The property market downturn has driven housing returns into the red, with the total returns for residential property slumping 3.3 per cent over the last year.
The combination of falling value growth and low rental yields has pushed total returns into negative territory for the first time since the global financial crisis.
The analysis, from Corelogic’s Cameron Kusher, looks at the total investment return trends across Australia’s capital cities and regional markets over the 2018-19 financial year.
The data showed diversity across markets, with housing returns remaining positive in Brisbane, Canberra Hobart, while returns remained “mildly positive” across regional markets at 1.6 per cent.
“To put it in context, housing returns last year were worse than those recorded during the financial crisis and during the 2010-12 downturn,” Kusher said.
Total returns over the fiscal year were lower in both Sydney and Melbourne, which recorded declines of -6.7 per cent and -6.0 per cent respectively.
“For Melbourne it was the first financial year in which returns were negative since 2011-12 and it was the largest fall in total returns on record,” Kusher said.
Total returns in Brisbane, while positive, were the lowest they have been since 2011-12 at 1.7 per cent.
The analysis comes as residential lot sales declined to record lows over the March quarter, as demand for new homes slumped off the back of the downturn.
The latest HIA-Corelogic Residential Land Report, which covers 47 markets across the country, showed a reduction in settled land sales, with just 7,236 lots sold over the quarter.
While house lot sales were almost 50 per cent lower than the 10-year average of 13,682, land prices remained largely intact.
“While the volume of sales decreased considerably, this was not reflected in the change in the median price of land,” HIA chief economist Tim Reardon said.
The national weighted median land price increased 0.9 per cent in the March quarter compared to the December quarter.
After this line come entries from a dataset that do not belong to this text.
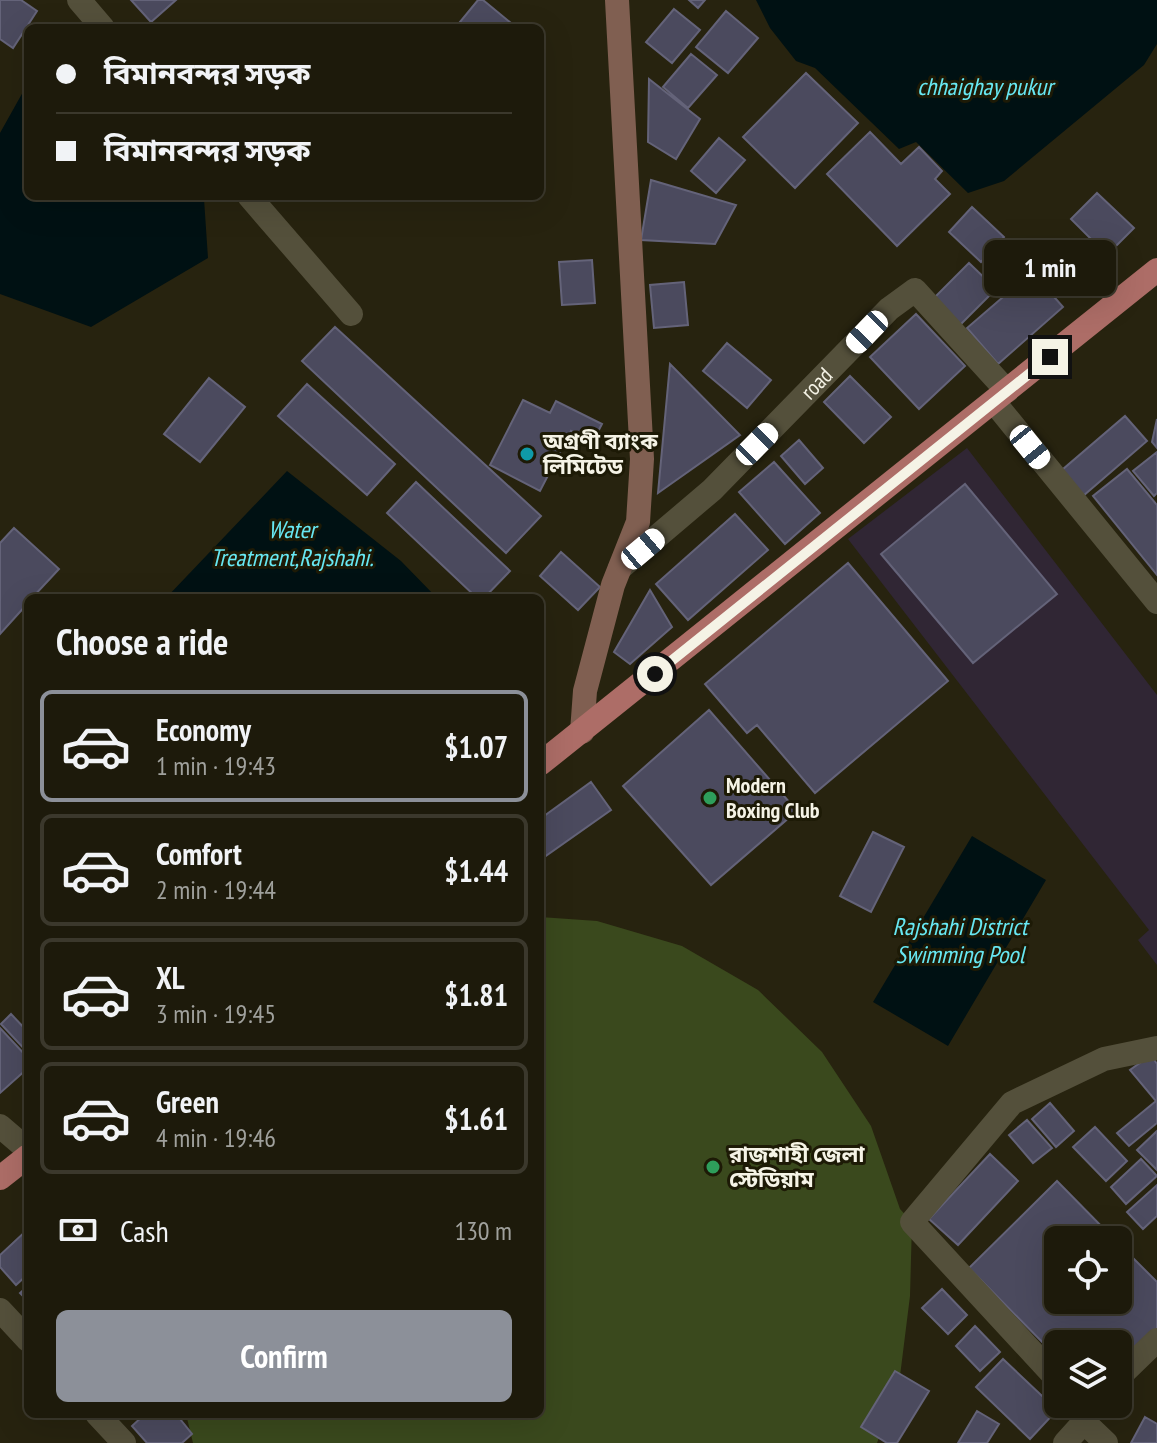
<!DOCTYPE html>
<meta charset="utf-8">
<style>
:root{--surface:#1d1a0b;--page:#2a2719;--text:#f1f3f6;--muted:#a0a19d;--line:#3b382c;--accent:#8c9099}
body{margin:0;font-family:"PT Sans Narrow","Noto Sans Bengali",sans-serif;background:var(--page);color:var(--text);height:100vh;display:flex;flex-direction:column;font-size:30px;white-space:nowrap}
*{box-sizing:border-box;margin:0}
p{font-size:26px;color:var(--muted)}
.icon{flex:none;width:44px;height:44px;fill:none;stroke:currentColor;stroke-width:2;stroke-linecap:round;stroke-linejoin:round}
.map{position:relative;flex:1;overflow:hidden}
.panel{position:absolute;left:24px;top:594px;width:520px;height:824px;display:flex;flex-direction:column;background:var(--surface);border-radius:12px;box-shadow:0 8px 32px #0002,0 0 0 2px var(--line)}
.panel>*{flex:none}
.banner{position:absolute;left:24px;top:24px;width:520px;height:176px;border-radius:12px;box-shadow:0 8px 32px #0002,0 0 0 2px var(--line);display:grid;align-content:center;height:176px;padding:0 32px;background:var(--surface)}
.fabs{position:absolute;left:1044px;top:1226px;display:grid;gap:16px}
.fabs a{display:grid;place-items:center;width:88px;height:88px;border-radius:12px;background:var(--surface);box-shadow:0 8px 32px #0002,0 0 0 2px var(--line);font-size:40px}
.end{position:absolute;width:36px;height:36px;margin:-18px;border:10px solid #f5f3e6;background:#111;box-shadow:0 0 0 4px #111}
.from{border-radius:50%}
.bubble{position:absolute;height:56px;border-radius:12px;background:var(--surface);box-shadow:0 8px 32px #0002,0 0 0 2px var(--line);font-size:26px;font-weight:700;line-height:56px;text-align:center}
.car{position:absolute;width:24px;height:48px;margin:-24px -12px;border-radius:10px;box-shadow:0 0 6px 2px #0007;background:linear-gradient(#fff 24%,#345 0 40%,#fff 0 76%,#345 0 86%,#fff 0)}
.banner b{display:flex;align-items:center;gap:28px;height:76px;font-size:30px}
.banner b+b{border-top:2px solid var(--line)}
.banner i{width:20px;height:20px;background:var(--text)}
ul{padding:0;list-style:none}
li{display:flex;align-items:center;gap:24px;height:112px;margin:0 16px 12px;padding:0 16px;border:4px solid var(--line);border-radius:12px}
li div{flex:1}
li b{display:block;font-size:30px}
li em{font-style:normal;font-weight:700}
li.active{border-color:var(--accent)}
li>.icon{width:72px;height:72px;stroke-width:1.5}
h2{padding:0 32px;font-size:36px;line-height:96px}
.pay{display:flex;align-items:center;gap:20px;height:88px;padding:0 32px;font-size:30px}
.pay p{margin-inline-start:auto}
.action{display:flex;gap:16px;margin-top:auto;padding:16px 32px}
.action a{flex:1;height:92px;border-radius:12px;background:var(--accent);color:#fff;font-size:32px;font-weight:700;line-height:92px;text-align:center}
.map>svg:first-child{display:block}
</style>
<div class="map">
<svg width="1157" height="1443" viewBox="0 0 1157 1443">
<rect width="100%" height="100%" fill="#27230f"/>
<path fill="#302634" d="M 967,448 L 1157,695 L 1157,965 L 1138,940 L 1149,930 L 848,539 Z"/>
<path fill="#3a491d" d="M 540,917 L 597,921 L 682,946 L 758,990 L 822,1052 L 871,1126 L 900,1209 L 912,1222 L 910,1296 L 899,1384 L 877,1443 L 193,1443 L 186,1414 L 540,1414 Z"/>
<path fill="#001113" d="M 756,0 L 1157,0 L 1157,44 L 1144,65 L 1004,181 L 968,193 L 916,142 L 899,149 L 815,68 L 796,61 L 770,28 Z
M 28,83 L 28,196 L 204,199 L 208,258 L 91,327 L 0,294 L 0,133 Z
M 287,471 L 401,561 L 437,598 L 166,598 Z
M 972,836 L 1046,880 L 948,1046 L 873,1002 Z"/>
<path fill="#4b4a5e" stroke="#646379" stroke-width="2" d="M 0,0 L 21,0 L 37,11 L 13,48 L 0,39 Z
M 131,0 L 176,0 L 151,22 Z
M 478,0 L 483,0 L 517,28 L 455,28 Z
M 689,0 L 705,0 L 698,8 Z
M 674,9 L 700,30 L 672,63 L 646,42 Z
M 726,11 L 758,38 L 728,73 L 696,47 Z
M 691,54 L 717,75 L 688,108 L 663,87 Z
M 806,73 L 858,123 L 795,188 L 743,137 Z
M 649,79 L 700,119 L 676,159 L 648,142 Z
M 870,132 L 901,164 L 919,147 L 942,171 L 935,179 L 950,194 L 897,246 L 827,174 Z
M 719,138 L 745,160 L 716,193 L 691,171 Z
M 651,180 L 736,205 L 715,244 L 641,240 Z
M 1097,193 L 1134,228 L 1107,255 L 1071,219 Z
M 972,207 L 1004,237 L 981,262 L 949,232 Z
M 592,260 L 595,303 L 562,305 L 559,262 Z
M 969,263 L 996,289 L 960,325 L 934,298 Z
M 1032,272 L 1063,307 L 998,364 L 967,328 Z
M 684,282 L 688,325 L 654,328 L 650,285 Z
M 916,314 L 965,366 L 919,409 L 870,357 Z
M 335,327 L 541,516 L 506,553 L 302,361 Z
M 727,343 L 771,380 L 747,408 L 703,371 Z
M 670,364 L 740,435 L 658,493 Z
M 850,376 L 891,417 L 864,443 L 824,402 Z
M 209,378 L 245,407 L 200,462 L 164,434 Z
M 307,384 L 395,464 L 367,495 L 278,416 Z
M 523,400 L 550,413 L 556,401 L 602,424 L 592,443 L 571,431 L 540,491 L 490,465 Z
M 1125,416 L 1147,441 L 1083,496 L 1062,470 Z
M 1157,419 L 1157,448 L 1152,442 Z
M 799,440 L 823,468 L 805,484 L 781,456 Z
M 1157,452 L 1157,493 L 1154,496 L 1133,471 Z
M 774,462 L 820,513 L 785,544 L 739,492 Z
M 1127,469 L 1157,505 L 1157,575 L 1093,496 Z
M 416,482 L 510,571 L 484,598 L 477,598 L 387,513 Z
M 965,484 L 1057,594 L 973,663 L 881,554 Z
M 735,514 L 768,550 L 688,620 L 656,584 Z
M 14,528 L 59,569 L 32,598 L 28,598 L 28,603 L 0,634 L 0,543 Z
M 561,552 L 600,587 L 578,610 L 540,576 Z
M 848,563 L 948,681 L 815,793 L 757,725 L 747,733 L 705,684 Z
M 650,590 L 672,627 L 630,664 L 614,652 Z
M 709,710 L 797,811 L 711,885 L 623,786 Z
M 591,782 L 611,810 L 540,860 L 540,819 Z
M 873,832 L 904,847 L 871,912 L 840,896 Z
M 11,1014 L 28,1032 L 28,1053 L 1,1024 Z
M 0,1028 L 28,1058 L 28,1068 L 0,1093 Z
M 1151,1055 L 1157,1064 L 1157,1123 L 1129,1146 L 1117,1133 L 1156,1101 L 1130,1070 Z
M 1050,1103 L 1074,1131 L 1056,1147 L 1032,1119 Z
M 1027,1120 L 1052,1148 L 1033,1163 L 1009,1135 Z
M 1095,1127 L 1127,1161 L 1106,1181 L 1073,1147 Z
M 1157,1131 L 1157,1170 L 1137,1150 Z
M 990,1154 L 1018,1181 L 958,1245 L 929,1219 Z
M 1141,1159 L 1157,1176 L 1126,1204 L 1111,1187 Z
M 1057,1181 L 1115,1240 L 1058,1240 L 1058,1300 L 1118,1300 L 1118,1243 L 1157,1282 L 1157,1331 L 1118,1370 L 1118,1344 L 1058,1344 L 1058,1358 L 969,1268 Z
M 1157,1185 L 1157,1216 L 1143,1229 L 1127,1212 Z
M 28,1229 L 28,1274 L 16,1285 L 0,1267 L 0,1255 Z
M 28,1286 L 28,1301 L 20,1293 Z
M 942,1289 L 967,1315 L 948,1334 L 922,1308 Z
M 975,1326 L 1000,1352 L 980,1371 L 956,1346 Z
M 1003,1359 L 1057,1410 L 1030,1439 L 976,1387 Z
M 895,1371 L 929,1391 L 897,1443 L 887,1443 L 861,1427 Z
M 977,1411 L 999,1424 L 987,1443 L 958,1443 Z
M 145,1414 L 176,1414 L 192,1434 L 182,1443 L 147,1443 L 132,1426 Z
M 1145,1417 L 1157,1424 L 1157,1443 L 1131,1443 Z"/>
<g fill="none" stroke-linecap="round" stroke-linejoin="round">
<g stroke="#54503b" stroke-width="24">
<path d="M 79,0 L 103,28"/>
<path d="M 249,196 L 351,314"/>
<path d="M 994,402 L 1157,602"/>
<path id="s1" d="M 620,568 L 712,490 L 889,309 L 915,290 L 1007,391"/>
<path d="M 0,1126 L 28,1150"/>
<path d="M 0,1310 L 28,1340"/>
<path d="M 1118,1378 L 1157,1340"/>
<path d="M 1058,1380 L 912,1222 L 1012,1103 L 1104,1059 L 1157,1048"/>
<path d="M 97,1414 L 124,1443"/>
<path d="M 1065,1443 L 1084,1422 L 1106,1443"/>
</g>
<path stroke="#805f51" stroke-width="24" d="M 582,732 L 585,691 L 613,585 L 638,522 L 642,459 L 617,0"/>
<path stroke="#ad6d67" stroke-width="24" d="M 540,764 L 1157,270
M 0,1178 L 28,1156"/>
</g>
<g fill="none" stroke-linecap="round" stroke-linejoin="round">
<path stroke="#f5f3e6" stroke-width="10" d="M 655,674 L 1050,357"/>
</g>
<circle fill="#0f9aa8" stroke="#1d1a06" stroke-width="3" cx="527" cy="454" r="8"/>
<g fill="#2e9e5b" stroke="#1d1a06" stroke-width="3">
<circle cx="710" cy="798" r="8"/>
<circle cx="713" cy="1167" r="8"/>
</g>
<g text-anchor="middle" stroke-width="6" stroke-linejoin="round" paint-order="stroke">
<g font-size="22" fill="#f5f3e6" stroke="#1d1a06">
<text dy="8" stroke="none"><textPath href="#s1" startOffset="270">road</textPath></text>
</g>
<g font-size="22" font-weight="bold" fill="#f5f3e6" stroke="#1d1a06" text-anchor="start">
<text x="543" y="449">অগ্রণী ব্যাংক<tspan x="543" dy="25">লিমিটেড</tspan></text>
<text x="726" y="793">Modern<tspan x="726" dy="25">Boxing Club</tspan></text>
<text x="729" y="1162">রাজশাহী জেলা<tspan x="729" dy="25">স্টেডিয়াম</tspan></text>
</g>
<g font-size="24" font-style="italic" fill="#67e8f3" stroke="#1d1a06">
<text x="985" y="95">chhaighay pukur</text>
<text x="292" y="538">Water<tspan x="292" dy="28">Treatment,Rajshahi.</tspan></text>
<text x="960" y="935">Rajshahi District<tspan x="960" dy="28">Swimming Pool</tspan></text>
</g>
</g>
</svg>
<div class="fabs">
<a><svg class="icon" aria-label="locate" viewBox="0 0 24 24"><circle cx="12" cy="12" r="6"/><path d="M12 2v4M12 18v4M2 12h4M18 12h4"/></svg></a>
<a><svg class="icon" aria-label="layers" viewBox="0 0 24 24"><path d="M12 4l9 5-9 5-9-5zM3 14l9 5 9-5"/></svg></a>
</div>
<i class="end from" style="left:655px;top:674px"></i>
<i class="end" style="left:1050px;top:357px"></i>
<div class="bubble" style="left:984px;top:240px;width:132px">1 min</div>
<i class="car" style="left:867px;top:332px;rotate:224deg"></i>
<i class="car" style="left:757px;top:444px;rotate:45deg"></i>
<i class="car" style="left:1030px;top:447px;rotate:141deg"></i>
<i class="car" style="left:643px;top:549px;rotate:50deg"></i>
<div class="banner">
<b><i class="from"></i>বিমানবন্দর সড়ক</b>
<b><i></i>বিমানবন্দর সড়ক</b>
</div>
<section class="panel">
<h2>Choose a ride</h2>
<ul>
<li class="active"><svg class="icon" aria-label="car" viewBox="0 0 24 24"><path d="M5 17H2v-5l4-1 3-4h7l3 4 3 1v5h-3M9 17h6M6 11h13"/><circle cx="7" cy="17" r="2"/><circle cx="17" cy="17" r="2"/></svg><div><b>Economy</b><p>1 min · 19:43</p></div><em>$1.07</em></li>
<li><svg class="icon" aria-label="car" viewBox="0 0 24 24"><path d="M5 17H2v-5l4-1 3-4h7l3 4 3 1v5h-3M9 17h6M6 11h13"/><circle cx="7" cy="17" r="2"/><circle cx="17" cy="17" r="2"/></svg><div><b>Comfort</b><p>2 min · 19:44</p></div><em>$1.44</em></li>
<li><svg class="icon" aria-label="car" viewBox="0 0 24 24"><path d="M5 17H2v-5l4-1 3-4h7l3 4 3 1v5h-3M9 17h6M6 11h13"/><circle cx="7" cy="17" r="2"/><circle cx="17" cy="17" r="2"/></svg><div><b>XL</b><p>3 min · 19:45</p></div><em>$1.81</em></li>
<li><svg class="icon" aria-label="car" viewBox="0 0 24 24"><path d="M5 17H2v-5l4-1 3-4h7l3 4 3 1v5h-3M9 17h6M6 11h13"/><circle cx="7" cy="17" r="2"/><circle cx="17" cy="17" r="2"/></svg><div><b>Green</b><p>4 min · 19:46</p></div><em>$1.61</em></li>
</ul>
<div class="pay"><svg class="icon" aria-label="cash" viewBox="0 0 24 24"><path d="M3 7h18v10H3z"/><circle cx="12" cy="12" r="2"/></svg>Cash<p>130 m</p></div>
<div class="action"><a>Confirm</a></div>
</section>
</div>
More recently, there’s been signs of buyers returning to the market as the slowing rate of declines, strong auction results and a boost in sentiment validates forecasts of a recovery from next year.
Domain’s latest House Price Report showed house price declines in Sydney slowing to 0.4 per cent in the June quarter — the smallest decline since 2017. House prices rose by 0.3 per cent in Melbourne for the first time since the downturn began.
Brisbane’s media house price dropped by 1.3 per cent in the June quarter, while its unit prices are now back to where they were in 2013.
Meanwhile, the latest sentiment survey, from ME Bank, showed improving confidence in the property market — with 38 per cent of those surveyed expecting house prices to rise over the next 12 months.
The survey results recorded an uptick from the March quarter, which was conducted prior to the federal election.